The view that human behaviour can and ought to be explained by citing beliefs and desires is called folk psychology. Sometimes folk psychology is understood as ‘the body of information people have about the mind', which in return is regarded as the ‘basis for our capacity ti attribute mental states and to predict and explain actions'.

Behaviour is the more general notion that describes physical movements of the body that originate within the individual.

Not every reason an individual might have to perform an action also constitutes the reason that explains his or her actions. Rather, it is the reason the individual acted on that explains the action. When one acts on a reason such that the action is an effective means to one's end, one is said to act in accordance with instrumental rationality.

Ordinal choice theory: a model of decision making under certainty

Cardinal choice theory: a model of decision making under risk

Preferences: economists explain action by preferences which represent beliefs and desires. Preferences differ from desires. Most fundamentally, preferences are comparative, desires are absolute.

Standard economics focuses on revealed preference because economic data come in this form. Economic data can reveal what the agent wants (or has chosen) in a particular situation. Such data do not enable the economist to distinguish between what the agent intended to choose and what he ended up choosing; what he chose and what he ought to have chosen. If economists want to explain economic phenomena using preferences they must be able to estimate preferences from data accessible to them, and individuals' mental states are not normally accessible.

In sum, the two major axioms of ordinal decision theory are not incontrovertible from the point of view of rationality.
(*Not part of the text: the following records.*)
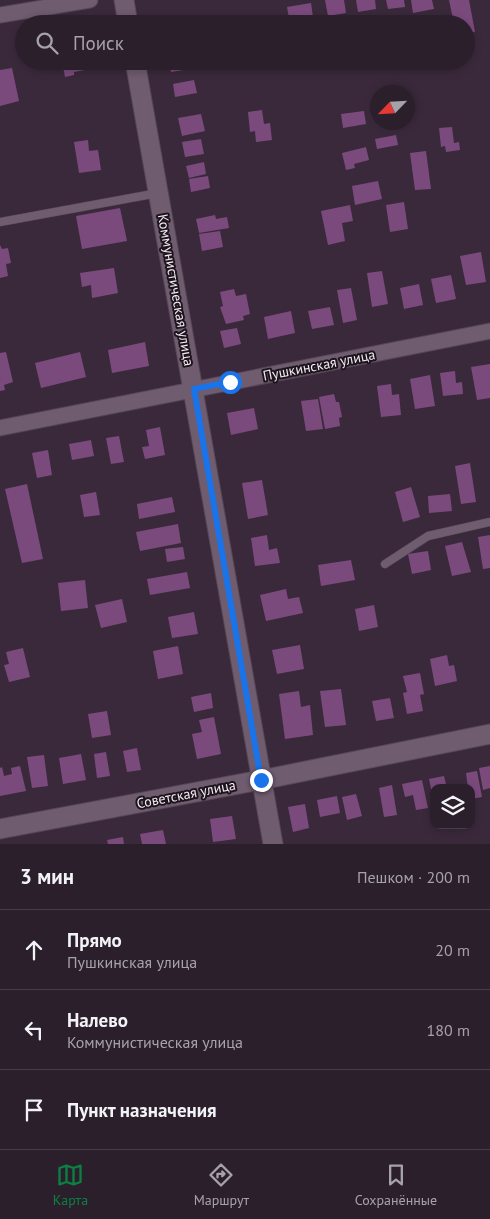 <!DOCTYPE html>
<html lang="ru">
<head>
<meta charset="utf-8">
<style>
	:root { --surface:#2c1f2c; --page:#342734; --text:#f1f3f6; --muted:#a6a2a9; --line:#483d48; --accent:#0b8043 }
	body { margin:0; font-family:"PT Sans",sans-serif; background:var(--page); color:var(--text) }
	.controls { position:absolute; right:15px; bottom:15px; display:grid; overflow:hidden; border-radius:10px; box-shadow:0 2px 8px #0003 }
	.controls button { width:45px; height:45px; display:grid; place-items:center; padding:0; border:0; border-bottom:1px solid var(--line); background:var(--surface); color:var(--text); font:25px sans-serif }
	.compass { position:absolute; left:370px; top:85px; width:45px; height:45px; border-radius:50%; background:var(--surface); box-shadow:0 2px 8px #0003; rotate:245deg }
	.stop { position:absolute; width:15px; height:15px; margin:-11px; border:4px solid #1a73e8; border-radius:50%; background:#fff }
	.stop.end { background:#1a73e8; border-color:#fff; box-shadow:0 1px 5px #0008 }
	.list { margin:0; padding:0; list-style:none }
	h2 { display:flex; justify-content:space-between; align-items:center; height:65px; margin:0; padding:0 20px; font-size:21px }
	h2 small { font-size:16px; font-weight:400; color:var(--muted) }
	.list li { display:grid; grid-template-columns:32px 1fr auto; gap:15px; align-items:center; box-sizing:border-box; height:80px; padding:0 20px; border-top:1px solid var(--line) }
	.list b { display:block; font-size:19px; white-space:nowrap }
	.list p { margin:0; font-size:16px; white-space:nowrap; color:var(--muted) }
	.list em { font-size:16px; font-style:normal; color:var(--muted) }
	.icon { flex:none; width:28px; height:28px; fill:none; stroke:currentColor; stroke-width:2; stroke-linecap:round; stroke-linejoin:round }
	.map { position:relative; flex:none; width:490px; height:844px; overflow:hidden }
	.search { position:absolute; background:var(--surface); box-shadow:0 2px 8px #0003; left:15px; right:15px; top:15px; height:55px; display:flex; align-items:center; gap:12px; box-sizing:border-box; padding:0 18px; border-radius:28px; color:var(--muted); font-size:19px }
	.sheet { height:305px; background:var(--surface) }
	nav { display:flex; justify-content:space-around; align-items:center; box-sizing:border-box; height:70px; border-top:1px solid var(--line); background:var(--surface); font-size:14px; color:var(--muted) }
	nav a { display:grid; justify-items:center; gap:2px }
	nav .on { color:var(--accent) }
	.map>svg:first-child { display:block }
	.building { fill:#7b4a7d }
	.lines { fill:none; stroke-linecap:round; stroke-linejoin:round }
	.service-casing { stroke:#544655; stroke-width:9 }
	.minor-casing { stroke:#544655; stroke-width:17 }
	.tertiary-casing { stroke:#544655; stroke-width:21 }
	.service { stroke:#6f5c6f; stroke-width:8 }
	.minor { stroke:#6f5c6f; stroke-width:15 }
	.tertiary { stroke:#6f5c6f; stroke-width:19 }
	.route { stroke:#1a73e8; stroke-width:6 }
	.labels { text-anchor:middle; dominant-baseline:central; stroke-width:4; stroke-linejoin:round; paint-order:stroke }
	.street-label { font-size:14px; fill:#f5eaf5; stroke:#1d151d }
</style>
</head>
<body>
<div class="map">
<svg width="490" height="844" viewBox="0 0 490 844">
	<rect width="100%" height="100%" fill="#3a293b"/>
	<path class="building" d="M325,0H344L346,13L328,16Z
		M356,0H375L376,9L358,12Z
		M386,0H404L405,7L388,9Z
		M411,0H432L434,9L413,13Z
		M449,0H469L475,32L466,33V24H454Z
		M311,3L314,24H290L287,7Z
		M194,15L196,24H162V20Z
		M62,61H88L90,69L74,72V75L65,77Z
		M169,61H194L196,68L171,72Z
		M12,68L19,101L0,106V70Z
		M194,80L197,93L175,97L173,84Z
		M262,110L264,124L270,123L272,140L256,142L255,131L250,132L248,112Z
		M364,111L366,124L343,128L341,114Z
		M201,114L205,131L182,136L178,118Z
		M452,127L454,143L459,142L460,150L446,152L445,146L441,147L439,128Z
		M396,135L398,145L377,149L375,139Z
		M201,139L204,154L185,157L182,142Z
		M88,140L89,151L98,150L101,170L79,173L74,142Z
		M366,147L369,160L354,164L355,168L346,170L342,153Z
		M426,151L431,189L415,190L410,153Z
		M204,162L206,174L189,178L186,166Z
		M208,176L210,188L191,192L189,179Z
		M378,181L382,199L355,205L352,186Z
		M404,202L408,229L390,232L386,205Z
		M350,205L353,221L342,223L345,241L328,245L321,211Z
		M120,208L127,241L82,249L76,216Z
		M215,215L216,219L227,217L229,228L199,233L196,219Z
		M220,231L223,247L202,251L199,234Z
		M0,245L2,249L8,248L11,263L6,264L8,276L0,278Z
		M481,252L486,282L466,285L460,256Z
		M114,268L118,293L92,298L91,285L82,287L80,273Z
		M382,271L388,304L372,307L367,273Z
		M451,275L456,299L436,303L431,279Z
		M419,284L423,305L404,309L400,288Z
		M351,288L357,320L343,323L337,290Z
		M234,289L236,296L246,294L250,314L243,316L244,320L226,324L220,307L223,306L220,292Z
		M330,307L334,325L312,329L308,311Z
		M291,311L295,333L268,339L264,317Z
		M237,328L241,344L224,348L220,331Z
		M145,342L149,366L112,373L108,350Z
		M6,352L13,382L4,385L5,390L0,391V353Z
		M80,352L86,377L41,388L35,363Z
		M490,364V398L477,400L471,367Z
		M455,371L456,383L462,382L463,394L443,396L440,373Z
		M430,375L435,406L415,409L410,379Z
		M391,384L392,395L399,394L401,415L381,417L377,386Z
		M334,394L336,402H339L342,417L339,418L340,426L325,429L319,397Z
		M318,399L323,429L306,431L301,401Z
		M254,408L258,429L231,435L227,413Z
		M160,427L165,455L145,459L142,447L149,446L146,430Z
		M119,436L124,462L111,464L106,438Z
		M91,440L94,456L72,460L69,444Z
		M48,450L52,475L37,478L32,453Z
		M470,463L476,502L461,504L455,466Z
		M262,480L268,515L248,519L242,483Z
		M27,484L43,559L22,563L5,489Z
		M411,487L420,517L403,522L395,492Z
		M96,492L100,515L84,517L80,495Z
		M450,494L452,511L429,513L428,496Z
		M172,497L175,512L139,519L137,504Z
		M178,524L181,543L140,551L136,532Z
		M267,535L269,550L277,548L280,563L255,566L251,538Z
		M490,535V568L483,569L478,537Z
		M462,542L471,572L452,576L445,546Z
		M183,547L185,559L167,562L165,549Z
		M428,551L431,570L412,574L408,554Z
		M351,560L355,580L321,586L318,565Z
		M187,572L190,588L150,595L147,579Z
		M85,580L88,608L61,611L58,583Z
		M286,589L288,599L299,597L303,613L266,621L260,595Z
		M122,599L127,622L101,628L95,605Z
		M374,605L378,627L359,631L355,609Z
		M194,612L198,634L172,638L168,617Z
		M300,645L304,669L277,674L272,650Z
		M178,646L183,674L158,679L153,651Z
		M23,648L30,677L9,682L4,665L9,664L6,652Z
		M447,655L449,666L454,665L457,681L435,686L430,659Z
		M420,673L424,694L420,695L423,711L407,714L403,693L407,692L403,676Z
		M341,689L346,725L325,727L320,691Z
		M299,691L301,707L310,705L313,735L285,739L279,694Z
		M211,693L213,708L194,712L191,697Z
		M390,698L394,718L376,721L372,701Z
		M107,711L111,735L92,738L88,714Z
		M214,717L221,754L197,759L192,734L202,732L199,720Z
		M137,748L141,770L127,772L123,751Z
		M106,752L110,776L97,778L94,754Z
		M81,754L86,780L63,784L59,758Z
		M44,755L48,786L32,788L27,757Z
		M20,766L26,791L0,796V768L2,767L4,776L12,774L11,768Z
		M490,766V788L483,790L479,768Z
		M477,771L482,797L471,799V788H468L466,773Z
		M444,776L447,788H434L433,798L429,779Z
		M422,780L428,808L416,810L413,795L405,797L402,784Z
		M392,785L397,815L384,817L379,788Z
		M356,794L362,816L347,820L342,797Z
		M337,796L340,813L320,817L317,800Z
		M305,804L309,828L293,832L288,807Z
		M232,816L236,839L213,842L210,819Z
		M163,830L166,844H142L140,834Z
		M123,837L124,844H108L107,840Z"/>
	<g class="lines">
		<defs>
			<path id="service" d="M0,222L158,193
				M385,564L428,536L490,522"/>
			<path id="minor" d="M0,15L90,0
				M0,428L490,331"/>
			<path id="tertiary" d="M124,0L128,24
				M135,61L273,844
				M0,829L261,780L490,734"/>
		</defs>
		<use href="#service" class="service-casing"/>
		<use href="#minor" class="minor-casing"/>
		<use href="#tertiary" class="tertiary-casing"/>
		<use href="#service" class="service"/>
		<use href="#minor" class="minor"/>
		<use href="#tertiary" class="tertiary"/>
	</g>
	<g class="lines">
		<path class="route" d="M230,382L194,389L261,780"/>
	</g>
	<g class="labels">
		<g class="street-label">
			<text transform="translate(176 290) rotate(80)">Коммунистическая улица</text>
			<text transform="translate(319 365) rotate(-11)">Пушкинская улица</text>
			<text transform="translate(186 794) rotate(-11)">Советская улица</text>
		</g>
	</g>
</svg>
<div class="controls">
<button><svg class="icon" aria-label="layers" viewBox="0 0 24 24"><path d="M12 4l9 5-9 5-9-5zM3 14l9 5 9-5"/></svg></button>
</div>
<svg class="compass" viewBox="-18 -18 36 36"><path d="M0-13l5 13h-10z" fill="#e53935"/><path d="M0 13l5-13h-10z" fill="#a6a2a9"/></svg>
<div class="stop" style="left:230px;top:382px"></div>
<div class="stop end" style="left:261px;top:780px"></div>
<div class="search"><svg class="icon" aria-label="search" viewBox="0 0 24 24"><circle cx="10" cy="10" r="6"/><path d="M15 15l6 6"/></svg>Поиск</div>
</div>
<section class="sheet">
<h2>3 мин<small>Пешком · 200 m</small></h2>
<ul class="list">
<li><svg class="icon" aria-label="ahead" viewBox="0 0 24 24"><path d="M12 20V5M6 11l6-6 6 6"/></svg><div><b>Прямо</b><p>Пушкинская улица</p></div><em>20 m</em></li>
<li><svg class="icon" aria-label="left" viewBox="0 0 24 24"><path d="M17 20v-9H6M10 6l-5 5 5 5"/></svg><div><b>Налево</b><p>Коммунистическая улица</p></div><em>180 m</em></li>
<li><svg class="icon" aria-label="arrive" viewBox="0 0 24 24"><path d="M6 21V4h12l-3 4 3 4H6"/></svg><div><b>Пункт назначения</b></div></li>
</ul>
</section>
<nav>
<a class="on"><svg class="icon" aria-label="map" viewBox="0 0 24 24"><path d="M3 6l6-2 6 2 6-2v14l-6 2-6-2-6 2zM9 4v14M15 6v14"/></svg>Карта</a>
<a><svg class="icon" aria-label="directions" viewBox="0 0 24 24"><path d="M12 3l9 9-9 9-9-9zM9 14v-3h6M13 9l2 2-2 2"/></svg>Маршрут</a>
<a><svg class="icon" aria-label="saved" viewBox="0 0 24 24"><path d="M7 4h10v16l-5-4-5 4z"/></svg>Сохранённые</a>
</nav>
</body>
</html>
Meeting a money pumper and accepting his offers, one better had transitive preferences over time. But this tells us little about other situations. Likewise, when one is forced to make a choice, one will, but that does not necessarily reveal a preference.

In decision making under risk, it is not known what outcome will obtain, but it is known what outcome might obtain and with what probability.

In decision making under uncertainty it is neither known which outcome will obtain nor the probability with which it will occur. In fact, such a probability might not even exist.

There are three main differences between decision making under certainty and under risk. First, the alternatives are interpreted as prospects, which are defined as the pairing of the consequences of an action with the probabilities of these consequences occurring when the action is taken. Second, in order to construct a representation of the agent's preferences by an (expected) utility function, a variety of additional assumptions are required.

Third, if an agent's preferences satisfy all axioms, these can be represented by an expected utility function that is unique up to a positive affine transformation.

Risk-neutrality means that an agent is indifferent between a playing lottery and receiving the expected value of the prospect for certain; that is, his expected utility of the prospect is identical to the utility if its expected value.

Risk-aversion means that an agent prefers receiving the expected value if the prospect for sure to playing the lottery.

Risk-loving means that an agent prefers playing the lottery to receiving its expected value for sure.

Experimental evidence suggests people seem to prefer an amount for sure to a gamble in which they have some chance of winning a higher amount but also some chance of winning nothing. By contrast, if they are in a betting situation anyway, they prefer the lottery with the higher expected payoff.

Any apparent violation of an axiom of the theory can always be interpreted as either of three things:

- The subjects' preferences genuinely violate the axioms of the theory

  • The subjects' preferences have changed during the course of the experiment
  • The experimenter has overlooked a relevant feature of the context that affects the subjects' preferences

Stability: individuals' preferences are stable over the period of the investigation

Invariance: individuals' preferences are invariant to irrelevant changes in the context of making the decision.

Principle of individuation by justifiers: outcomes should be distinguished as different if and only if they differ in a way that makes it rational to have a preference between them.

The dilemma the economist faces, then, is this. He can either stick with the ‘formal axioms' of completeness, transitivity, strong independence and so on and refuse to assume the principles of stability and invariance. But then Rational Choice Theory will be useless for all explanatory and predictive purposes because people could have fully rational preferences that constantly change or are immensely context dependent. Alternatively he can assume stability and invariance but only at the expense of making Rational Choice Theory a substantive theory, a theory laden not just with values but with the economist's values. The economist then has to decide whether, say, presenting an analogous problem as a choice task and as a valuation task is the same thing; more generally whether framing a problem one way or another may reasonably affect someone's preferences; what relevant alternatives are; whether, to what extent and what social norms may matter; whether to conceive of a series of choices as a single choice problem or indeed a series of independent choices; and so on.